Senior in BedIf your aging parent will be spending time in the hospital in the near future, it is vital that you are prepared. This does not mean just knowing why your parent is entering the hospital and what you and her non-medical caregiver will need to do to help her through her recovery when she returns home. You must also be aware of the potential risks that she faces while she is in the hospital and what you can do to help her avoid serious consequences.
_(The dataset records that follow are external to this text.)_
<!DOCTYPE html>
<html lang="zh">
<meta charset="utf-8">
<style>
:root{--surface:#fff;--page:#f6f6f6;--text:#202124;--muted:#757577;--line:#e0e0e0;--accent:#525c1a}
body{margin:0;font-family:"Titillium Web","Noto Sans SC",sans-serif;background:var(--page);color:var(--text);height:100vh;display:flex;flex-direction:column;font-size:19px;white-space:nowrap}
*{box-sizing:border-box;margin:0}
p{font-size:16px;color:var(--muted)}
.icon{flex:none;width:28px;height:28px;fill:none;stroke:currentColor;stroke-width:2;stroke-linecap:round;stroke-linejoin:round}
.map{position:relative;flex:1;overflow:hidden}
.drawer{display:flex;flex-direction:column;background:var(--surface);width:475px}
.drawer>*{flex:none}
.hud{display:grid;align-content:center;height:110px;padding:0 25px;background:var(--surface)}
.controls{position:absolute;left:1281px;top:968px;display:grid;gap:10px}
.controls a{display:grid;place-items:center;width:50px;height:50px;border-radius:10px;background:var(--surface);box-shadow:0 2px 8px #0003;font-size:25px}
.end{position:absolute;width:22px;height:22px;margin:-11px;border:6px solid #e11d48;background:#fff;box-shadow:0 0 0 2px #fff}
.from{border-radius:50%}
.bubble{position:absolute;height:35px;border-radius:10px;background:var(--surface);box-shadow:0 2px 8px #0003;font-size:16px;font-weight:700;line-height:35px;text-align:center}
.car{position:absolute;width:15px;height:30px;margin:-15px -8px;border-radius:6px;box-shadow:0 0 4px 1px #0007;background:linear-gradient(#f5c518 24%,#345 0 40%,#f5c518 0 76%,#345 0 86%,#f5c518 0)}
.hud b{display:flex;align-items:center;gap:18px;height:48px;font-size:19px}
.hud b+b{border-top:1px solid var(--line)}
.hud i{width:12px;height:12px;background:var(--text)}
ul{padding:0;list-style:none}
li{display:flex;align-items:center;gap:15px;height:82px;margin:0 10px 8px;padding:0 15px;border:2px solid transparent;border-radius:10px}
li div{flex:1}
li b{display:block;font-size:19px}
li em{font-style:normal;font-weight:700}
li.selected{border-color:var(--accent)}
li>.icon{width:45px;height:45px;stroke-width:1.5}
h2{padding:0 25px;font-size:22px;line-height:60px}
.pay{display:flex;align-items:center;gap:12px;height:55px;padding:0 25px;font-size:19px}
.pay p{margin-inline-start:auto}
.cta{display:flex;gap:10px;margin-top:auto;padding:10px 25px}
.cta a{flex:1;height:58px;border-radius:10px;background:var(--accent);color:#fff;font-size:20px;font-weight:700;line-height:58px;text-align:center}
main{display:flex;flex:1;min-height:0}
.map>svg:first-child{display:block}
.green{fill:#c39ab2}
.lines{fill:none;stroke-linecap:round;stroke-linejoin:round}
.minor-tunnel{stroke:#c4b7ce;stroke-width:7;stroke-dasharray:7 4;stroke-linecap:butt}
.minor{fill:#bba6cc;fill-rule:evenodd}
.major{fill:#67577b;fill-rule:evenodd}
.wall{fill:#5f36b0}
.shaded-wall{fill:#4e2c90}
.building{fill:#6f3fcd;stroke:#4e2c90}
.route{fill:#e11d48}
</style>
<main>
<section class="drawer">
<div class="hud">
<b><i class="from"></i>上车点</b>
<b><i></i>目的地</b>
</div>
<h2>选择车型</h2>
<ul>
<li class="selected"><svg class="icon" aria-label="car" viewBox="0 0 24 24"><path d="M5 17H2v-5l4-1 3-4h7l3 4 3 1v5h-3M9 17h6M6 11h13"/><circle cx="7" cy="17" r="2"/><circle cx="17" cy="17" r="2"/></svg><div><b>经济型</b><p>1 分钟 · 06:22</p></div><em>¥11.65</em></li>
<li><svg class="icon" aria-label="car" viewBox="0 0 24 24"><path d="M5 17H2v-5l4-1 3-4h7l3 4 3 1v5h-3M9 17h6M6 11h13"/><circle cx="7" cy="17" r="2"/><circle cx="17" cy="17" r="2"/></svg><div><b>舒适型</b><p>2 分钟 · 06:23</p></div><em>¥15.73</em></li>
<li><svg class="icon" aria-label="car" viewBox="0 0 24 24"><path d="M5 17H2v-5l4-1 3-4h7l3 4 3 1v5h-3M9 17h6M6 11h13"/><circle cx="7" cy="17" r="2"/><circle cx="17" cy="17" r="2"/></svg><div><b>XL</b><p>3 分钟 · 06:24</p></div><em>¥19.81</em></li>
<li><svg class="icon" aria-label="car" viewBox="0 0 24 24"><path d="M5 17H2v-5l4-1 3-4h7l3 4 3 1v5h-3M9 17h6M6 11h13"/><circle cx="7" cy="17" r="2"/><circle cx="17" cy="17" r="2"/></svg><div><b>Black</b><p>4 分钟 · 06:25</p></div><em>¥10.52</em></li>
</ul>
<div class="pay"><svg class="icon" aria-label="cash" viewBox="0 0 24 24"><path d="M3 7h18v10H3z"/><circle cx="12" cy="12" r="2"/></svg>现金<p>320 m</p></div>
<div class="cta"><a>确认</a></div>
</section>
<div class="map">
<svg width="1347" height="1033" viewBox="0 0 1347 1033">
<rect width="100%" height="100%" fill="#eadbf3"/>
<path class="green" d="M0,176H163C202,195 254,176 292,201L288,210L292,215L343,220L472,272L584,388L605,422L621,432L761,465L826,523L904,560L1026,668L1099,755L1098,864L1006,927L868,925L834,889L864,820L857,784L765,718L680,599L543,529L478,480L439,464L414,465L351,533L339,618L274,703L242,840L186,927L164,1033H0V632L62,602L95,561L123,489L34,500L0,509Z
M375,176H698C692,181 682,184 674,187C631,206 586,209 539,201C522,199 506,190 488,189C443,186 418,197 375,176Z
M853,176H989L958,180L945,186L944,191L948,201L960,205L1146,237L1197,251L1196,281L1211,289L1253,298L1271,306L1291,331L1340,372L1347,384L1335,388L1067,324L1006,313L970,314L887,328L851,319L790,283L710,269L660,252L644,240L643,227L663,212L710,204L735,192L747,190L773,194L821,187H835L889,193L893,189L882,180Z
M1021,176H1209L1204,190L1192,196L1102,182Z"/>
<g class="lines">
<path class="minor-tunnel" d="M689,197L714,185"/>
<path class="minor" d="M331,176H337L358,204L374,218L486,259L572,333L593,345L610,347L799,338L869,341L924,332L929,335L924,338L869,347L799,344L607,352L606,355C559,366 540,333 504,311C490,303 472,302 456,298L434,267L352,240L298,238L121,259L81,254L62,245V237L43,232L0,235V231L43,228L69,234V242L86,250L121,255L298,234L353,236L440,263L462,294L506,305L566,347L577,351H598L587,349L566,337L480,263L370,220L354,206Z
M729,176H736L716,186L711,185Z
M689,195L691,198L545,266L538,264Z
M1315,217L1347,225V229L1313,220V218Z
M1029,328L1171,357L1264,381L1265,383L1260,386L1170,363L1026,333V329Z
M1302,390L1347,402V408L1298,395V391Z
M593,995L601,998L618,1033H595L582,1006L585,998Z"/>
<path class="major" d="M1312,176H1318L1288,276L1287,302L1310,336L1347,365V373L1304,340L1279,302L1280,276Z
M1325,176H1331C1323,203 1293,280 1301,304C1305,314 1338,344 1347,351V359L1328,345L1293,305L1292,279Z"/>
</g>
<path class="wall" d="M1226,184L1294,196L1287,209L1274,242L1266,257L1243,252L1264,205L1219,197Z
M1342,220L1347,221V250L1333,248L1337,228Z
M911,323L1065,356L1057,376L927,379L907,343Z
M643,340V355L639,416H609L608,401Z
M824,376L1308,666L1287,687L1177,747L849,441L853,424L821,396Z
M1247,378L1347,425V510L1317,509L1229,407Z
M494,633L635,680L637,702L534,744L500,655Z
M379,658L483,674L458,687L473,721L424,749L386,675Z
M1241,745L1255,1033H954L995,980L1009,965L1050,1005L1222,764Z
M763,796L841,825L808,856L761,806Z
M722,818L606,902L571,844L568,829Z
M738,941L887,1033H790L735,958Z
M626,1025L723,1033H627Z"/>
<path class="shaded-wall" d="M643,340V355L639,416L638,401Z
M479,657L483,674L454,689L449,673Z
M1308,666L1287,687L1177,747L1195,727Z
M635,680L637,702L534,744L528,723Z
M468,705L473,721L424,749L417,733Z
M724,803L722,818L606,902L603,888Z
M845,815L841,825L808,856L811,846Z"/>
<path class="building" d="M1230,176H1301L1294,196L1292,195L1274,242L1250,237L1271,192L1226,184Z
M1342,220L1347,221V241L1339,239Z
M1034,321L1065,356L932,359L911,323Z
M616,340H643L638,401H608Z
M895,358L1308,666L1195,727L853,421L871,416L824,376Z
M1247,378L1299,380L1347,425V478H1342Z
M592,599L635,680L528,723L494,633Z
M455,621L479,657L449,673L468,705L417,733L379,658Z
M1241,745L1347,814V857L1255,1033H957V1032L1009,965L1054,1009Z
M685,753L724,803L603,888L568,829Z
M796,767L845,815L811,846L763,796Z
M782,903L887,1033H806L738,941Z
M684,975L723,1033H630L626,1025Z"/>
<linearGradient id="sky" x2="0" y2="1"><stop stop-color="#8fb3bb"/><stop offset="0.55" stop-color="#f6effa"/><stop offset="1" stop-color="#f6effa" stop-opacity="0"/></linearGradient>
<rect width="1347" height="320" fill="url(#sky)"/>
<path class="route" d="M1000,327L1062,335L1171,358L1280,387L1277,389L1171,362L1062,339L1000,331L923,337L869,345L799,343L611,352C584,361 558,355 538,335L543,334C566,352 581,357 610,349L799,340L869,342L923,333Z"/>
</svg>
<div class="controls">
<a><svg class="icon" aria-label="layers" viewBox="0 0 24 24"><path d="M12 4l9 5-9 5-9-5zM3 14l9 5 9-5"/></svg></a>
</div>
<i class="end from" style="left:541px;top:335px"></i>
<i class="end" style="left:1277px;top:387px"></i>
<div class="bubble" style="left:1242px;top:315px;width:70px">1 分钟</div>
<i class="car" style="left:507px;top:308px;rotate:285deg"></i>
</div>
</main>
One of the most pressing risks that seniors face when they are in the hospital, even for a short time, is delirium. This condition occurs in nearly 60 percent of all people who are hospitalized, and up to 80 percent of elderly adults who are hospitalized. Though any person who is hospitalized is at risk of developing delirium, some people have a higher chance. Some risk factors that increase the risk of developing delirium include:

  • Dementia
  • Parkinson’s disease
  • History of stroke
  • Hearing impairment
  • Visual impairment
  • Experiencing several medical problems at the same time

If not managed well it can lead to lasting cognitive decline, increased risk of infection, and higher mortality risk of the year following the hospitalization. Understanding that this risk is present and doing what you can to reduce it can protect your loved one from these lasting consequences.
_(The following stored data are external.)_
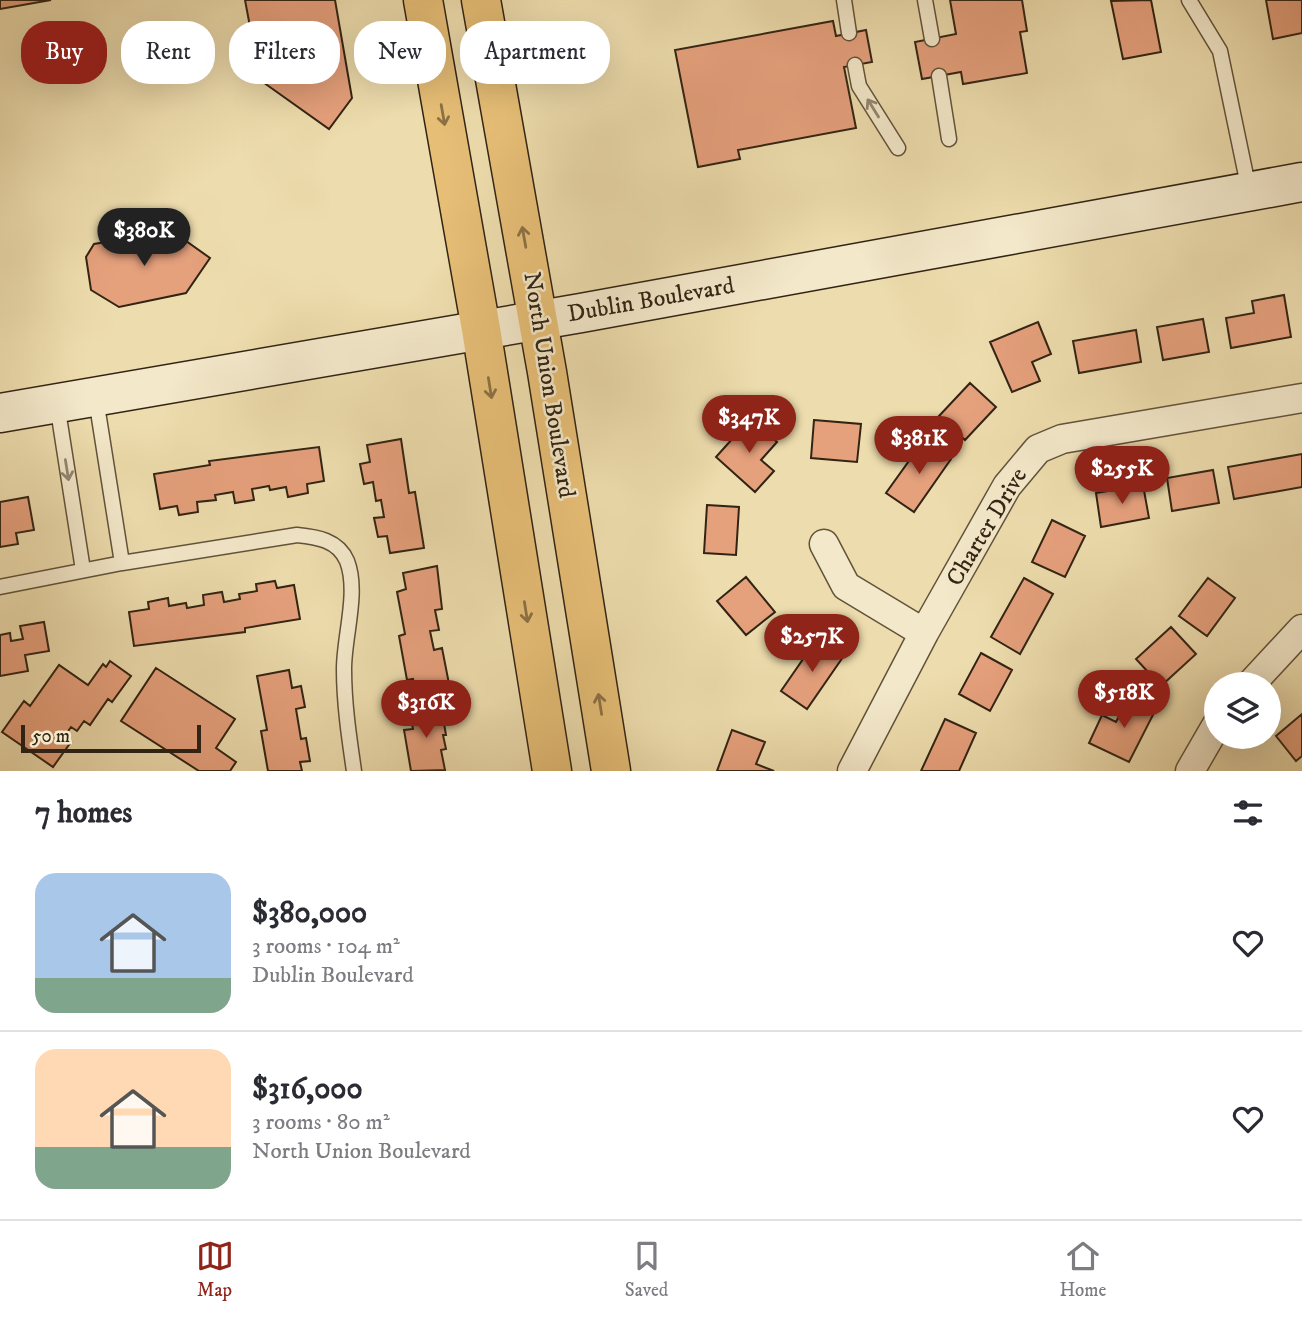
<!DOCTYPE html>
<html lang="en">
<head>
<meta charset="utf-8">
<style>
	:root { --surface:#fff; --page:#f7f7f7; --text:#2b2b33; --muted:#7c7c81; --line:#e1e1e2; --accent:#8f2418 }
	body { margin:0; font-family:"IM FELL DW Pica",serif; background:var(--page); color:var(--text); height:100vh; display:flex; flex-direction:column; font-size:26px; white-space:nowrap }
	* { box-sizing:border-box; margin:0 }
	p { font-size:23px; color:var(--muted) }
	.icon { flex:none; width:38px; height:38px; fill:none; stroke:currentColor; stroke-width:2; stroke-linecap:round; stroke-linejoin:round }
	.map { position:relative; height:771px; overflow:hidden }
	.side { display:flex; flex-direction:column; background:var(--surface); flex:1 }
	.side>* { flex:none }
	.hud { position:absolute; left:21px; top:21px; width:700px; height:63px; display:flex; gap:14px }
	.controls { position:absolute; left:1204px; top:672px; display:grid; gap:14px }
	.controls a { display:grid; place-items:center; width:77px; height:77px; border-radius:50%; background:var(--surface); box-shadow:0 7px 28px #0002; font-size:35px }
	.scale { position:absolute; left:21px; bottom:18px; width:180px; box-sizing:border-box; padding-left:7px; border:4px solid #322414; border-top:0; font-size:19px; line-height:24px; white-space:nowrap; color:#322414; -webkit-text-stroke:5px #f3e8ca; paint-order:stroke }
	.price { position:absolute; translate:-50% -60px; padding:0 16px; border-radius:24px; background:var(--accent); color:#fff; font-size:23px; line-height:46px; filter:drop-shadow(0 2px 4px #0008) }
	.price::after { content:''; position:absolute; left:50%; top:42px; width:21px; height:16px; margin-left:-10px; background:inherit; clip-path:polygon(0 0,100% 0,50% 100%) }
	.price.selected { background:#222; color:#fff }
	ul { padding:0; list-style:none }
	li { display:flex; align-items:center; gap:21px; height:175px; padding:0 35px }
	li+li { border-top:2px solid var(--line) }
	li span { display:grid; place-items:center; flex:none; width:196px; height:140px; border-radius:21px; color:#555 }
	li>.icon { margin-inline-start:auto }
	span .icon { width:84px; height:84px; fill:#fffc; stroke-width:1 }
	li b { font-size:30px }
	h2 { display:flex; justify-content:space-between; align-items:center; height:84px; padding:0 35px; font-size:30px }
	.pill { padding:0 24px; border-radius:28px; background:var(--surface); box-shadow:0 7px 28px #0002; font-size:24px; line-height:63px }
	.pill.selected { background:var(--accent); color:#fff }
	.tab-bar { display:flex; justify-content:space-around; align-items:center; height:98px; border-top:2px solid var(--line); background:var(--surface); font-size:19px; color:var(--muted) }
	.tab-bar a { display:grid; justify-items:center; gap:4px }
	.tab-bar .selected { color:var(--accent) }
	.map>svg:first-child { display:block }
	.building { fill:#e5a07c; stroke:#322414; stroke-width:2 }
	.lines { fill:none; stroke-linecap:round; stroke-linejoin:round }
	.service-casing { stroke:#61523a; stroke-width:17 }
	.minor-casing { stroke:#61523a; stroke-width:31 }
	.secondary-casing { stroke:#322414; stroke-width:41 }
	.primary-casing { stroke:#322414; stroke-width:41 }
	.service { stroke:#f3e8ca; stroke-width:14 }
	.minor { stroke:#f3e8ca; stroke-width:28 }
	.secondary { stroke:#f3e8ca; stroke-width:38 }
	.primary { stroke:#e6be76; stroke-width:38 }
	.oneway { stroke:#92866f }
	.oneway2 { stroke:#8c7145 }
	.labels { text-anchor:middle; dominant-baseline:central; stroke-width:5; stroke-linejoin:round; paint-order:stroke }
	.street-label { font-size:24px; fill:#322414; stroke:#f3e8ca }
</style>
</head>
<body>
<div class="map">
<svg width="1302" height="771" viewBox="0 0 1302 771">
	<rect width="100%" height="100%" fill="#eddcad"/>
	<filter id="stains"><feTurbulence type="fractalNoise" baseFrequency=".00286" numOctaves="4"/><feColorMatrix values="0 0 0 0 .2 0 0 0 0 .09 0 0 0 0 .02 0 0 0 .5 -.17"/></filter>
	<radialGradient id="worn" r=".72"><stop offset=".6" stop-color="#630" stop-opacity="0"/><stop offset="1" stop-color="#630" stop-opacity=".3"/></radialGradient>
	<path class="building" d="M0,0h51l-51,9z
		M245,0h90l17,98 -23,31 -69,-49z
		M950,0h72l5,31 -7,1 7,41 -64,11 -2,-12 -39,7 -7,-37 41,-8z
		M1151,0l10,52 -38,7 -12,-58z
		M1266,0h36v33l-29,6z
		M833,21l3,15 30,-6 6,32 -28,5 12,61 -118,22 2,9 -42,8 -23,-117z
		M172,231l38,27 -24,35 -67,14 -28,-17 -5,-33 8,-13z
		M1284,295l7,42 -60,11 -5,-30 28,-5 -2,-12z
		M1203,319l6,33 -46,8 -6,-33z
		M1038,322l13,32 -19,8 8,19 -28,11 -22,-50z
		M1136,330l5,32 -62,11 -6,-32z
		M970,383l26,24 -31,33 -26,-24z
		M751,418l26,24 -16,18 13,11 -19,21 -39,-35z
		M814,420l47,4 -4,38 -46,-4z
		M401,439l8,54 6,-1 9,56 -34,5 -3,-17 -9,1 -4,-19 10,-1 -3,-17 -5,1 -3,-19 -9,2 -4,-20 10,-2 -3,-17z
		M924,440l27,19 -37,53 -28,-19z
		M319,447l5,34 -17,3 1,9 -20,4 -2,-10 -16,3 -1,-4 -17,3 2,11 -19,3 -2,-11 -18,3 1,5 -19,2 1,10 -19,3 -2,-9 -17,3 -6,-35 56,-9 -1,-4z
		M1302,454v33l-68,12 -6,-32z
		M1213,470l6,33 -47,8 -5,-33z
		M1143,485l6,33 -48,9 -5,-34z
		M28,497l6,33 -18,3 2,11 -18,3v-45z
		M707,505l32,2 -3,48 -32,-2z
		M1052,520l33,16 -20,41 -33,-15z
		M437,566l5,43 -7,1 4,20 -9,1 4,19 8,-2 8,41 -34,6 -3,-16 -6,1 -8,-44 6,-2 -8,-42 9,-3 -3,-16z
		M746,577l29,35 -29,23 -29,-34z
		M1024,578l29,16 -33,60 -29,-17z
		M1208,578l27,20 -28,38 -28,-20z
		M275,581l2,7 17,-3 6,34 -55,9v4l-111,14 -5,-34 20,-3 -1,-7 20,-4 1,8 17,-3 1,5 17,-3 -1,-10 19,-3 2,10 16,-3 -1,-5 18,-3 -1,-7z
		M44,622l5,29 -24,4 3,16 -28,5v-41l10,-2 1,8 12,-2 -3,-13z
		M1171,627l25,27 -35,32 -25,-27z
		M817,639l26,18 -36,52 -26,-18z
		M981,653l31,17 -22,41 -31,-17z
		M110,661l21,15 -19,26 -4,-3 -18,26 -6,-4 -7,10 -6,-4 -7,10 7,5 -18,25 -51,-35 22,-31 6,5 29,-41 29,20 15,-21 3,3z
		M156,668l79,51 -19,29 20,14 -6,9h-31l-78,-50z
		M289,670l3,18 9,-2 4,21 -9,2 5,30 5,-1 4,23 -10,1 2,9h-34l-7,-40 6,-1 -10,-54z
		M1130,696l26,13 -27,53 -40,-19 13,-28 14,7z
		M441,706l5,29h-3l3,14 -5,1 4,20 -34,1 -7,-41 9,-1 -4,-18z
		M1302,714v42l-6,5 -20,-25z
		M945,719l31,14 -17,38h-38z
		M732,730l33,12 -9,22 18,7h-57z"/>
	<g class="lines">
		<g class="service-casing">
			<path id="service" d="M844,0l5,33
				M925,0l7,39
				M1189,0l31,51 29,139
				M855,65l4,21 39,62
				M939,76l10,63
				M96,399l26,164
				M57,404l26,166
				M0,587l122,-24 175,-28c20,2 41,5 50,26 12,31 -3,75 -3,108 0,34 5,68 10,102"/>
		</g>
		<g class="minor-casing">
			<path id="minor" d="M824,544l22,42 78,47
				M1251,684l51,-55
				M852,771l72,-138 83,-147 31,-37 24,-10 240,-41
				M1190,771l26,-45"/>
		</g>
		<g class="secondary-casing">
			<path id="secondary" d="M0,413l581,-100 721,-131"/>
		</g>
		<g class="primary-casing">
			<path id="primary" d="M423,0l58,329 71,442
				M481,0l66,372 64,399"/>
		</g>
		<use href="#service" class="service"/>
		<use href="#minor" class="minor"/>
		<use href="#secondary" class="secondary"/>
		<use href="#primary" class="primary"/>
	</g>
	<defs><path id="oneway-shaft" d="M-6 0H5M1.5-3L5.5 0L1.5 3" fill="none" stroke-width="1.6" stroke-linecap="round" stroke-linejoin="round" transform="scale(1.75)"/></defs>
	<g class="oneway">
		<use href="#oneway-shaft" transform="translate(873 108) rotate(-122)"/>
		<use href="#oneway-shaft" transform="translate(67 470) rotate(81)"/>
	</g>
	<g class="oneway2">
		<use href="#oneway-shaft" transform="translate(443 115) rotate(80)"/>
		<use href="#oneway-shaft" transform="translate(524 237) rotate(-100)"/>
		<use href="#oneway-shaft" transform="translate(490 388) rotate(81)"/>
		<use href="#oneway-shaft" transform="translate(526 612) rotate(81)"/>
		<use href="#oneway-shaft" transform="translate(600 704) rotate(-99)"/>
	</g>
	<g class="labels">
		<g class="street-label">
			<text transform="translate(651 300) rotate(-10)">Dublin Boulevard</text>
			<text transform="translate(549 385) rotate(81)">North Union Boulevard</text>
			<text transform="translate(987 527) rotate(-59)">Charter Drive</text>
		</g>
	</g>
	<rect width="100%" height="100%" filter="url(#stains)"/>
	<rect width="100%" height="100%" fill="url(#worn)"/>
</svg>
<div class="controls">
<a><svg class="icon" aria-label="layers" viewBox="0 0 24 24"><path d="M12 4l9 5-9 5-9-5zM3 14l9 5 9-5"/></svg></a>
</div>
<div class="scale">50 m</div>
<b class="price selected" style="left:144px;top:268px">$380K</b>
<b class="price" style="left:749px;top:455px">$347K</b>
<b class="price" style="left:919px;top:476px">$381K</b>
<b class="price" style="left:1122px;top:506px">$255K</b>
<b class="price" style="left:812px;top:674px">$257K</b>
<b class="price" style="left:1124px;top:730px">$518K</b>
<b class="price" style="left:426px;top:740px">$316K</b>
<div class="hud">
<a class="pill selected">Buy</a>
<a class="pill">Rent</a>
<a class="pill">Filters</a>
<a class="pill">New</a>
<a class="pill">Apartment</a>
</div>
</div>
<section class="side">
<h2>7 homes<svg class="icon" aria-label="filters" viewBox="0 0 24 24"><path d="M4 7h16M4 17h16"/><circle cx="9" cy="7" r="2"/><circle cx="15" cy="17" r="2"/></svg></h2>
<ul>
<li><span style="background:linear-gradient(#a9c7e8 75%,#7fa58c 0)"><svg class="icon" aria-label="home" viewBox="0 0 24 24"><path d="M3 11l9-7 9 7M6 9v11h12V9"/></svg></span><div><b>$380,000</b><p>3 rooms · 104 m²</p><p>Dublin Boulevard</p></div><svg class="icon" aria-label="heart" viewBox="0 0 24 24"><path d="M12 20l-8-8c-3-5 5-10 8-4 3-6 11-1 8 4z"/></svg></li>
<li><span style="background:linear-gradient(#ffd9b3 70%,#7fa58c 0)"><svg class="icon" aria-label="home" viewBox="0 0 24 24"><path d="M3 11l9-7 9 7M6 9v11h12V9"/></svg></span><div><b>$316,000</b><p>3 rooms · 80 m²</p><p>North Union Boulevard</p></div><svg class="icon" aria-label="heart" viewBox="0 0 24 24"><path d="M12 20l-8-8c-3-5 5-10 8-4 3-6 11-1 8 4z"/></svg></li>
</ul>
</section>
<nav class="tab-bar">
<a class="selected"><svg class="icon" aria-label="map" viewBox="0 0 24 24"><path d="M3 6l6-2 6 2 6-2v14l-6 2-6-2-6 2zM9 4v14M15 6v14"/></svg>Map</a>
<a><svg class="icon" aria-label="saved" viewBox="0 0 24 24"><path d="M7 4h10v16l-5-4-5 4z"/></svg>Saved</a>
<a><svg class="icon" aria-label="home" viewBox="0 0 24 24"><path d="M3 11l9-7 9 7M6 9v11h12V9"/></svg>Home</a>
</nav>
</body>
</html>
Some of the ways that you can reduce the chances of your parent developing delirium while hospitalized include:

  • Ensure that your parent has her glasses, hearing aid, and other aid devices. Hearing and visual impairments increase the chances of experiencing confusion and disorientation. Equipping her with what she needs to stay connected to her environment can help to ward off these feelings of confusion and disconnection
  • Take steps to ensure that the environment is as calm and quiet as possible. Ask that the medical team stay out of the room as much as possible and limit interruptions during the day
  • Get familiar with the medical team and ensure that you stay up to date on your parent’s condition so that you can bring any changes to the attention of those treating her
  • Keep a clock or watch and a calendar nearby so that your parent can reference it regularly. This can help to minimize confusion about the passage of time, especially if she does not have much natural light
  • Try to keep her in her own clothing as much as possible as opposed to a hospital gown
  • Spend time quietly and calming talking with her so that she does not feel alone
  • Make sure that your parent is getting all of the fluids that she needs and that she is eating a healthy, balanced diet to keep her body strong and healthy
  • Minimize the distractions in her room. Keep the television off unless she is actively engaged in watching it, do not have loud conversations or arguments there, and ask anyone nearby who is being too loud to lower their voices.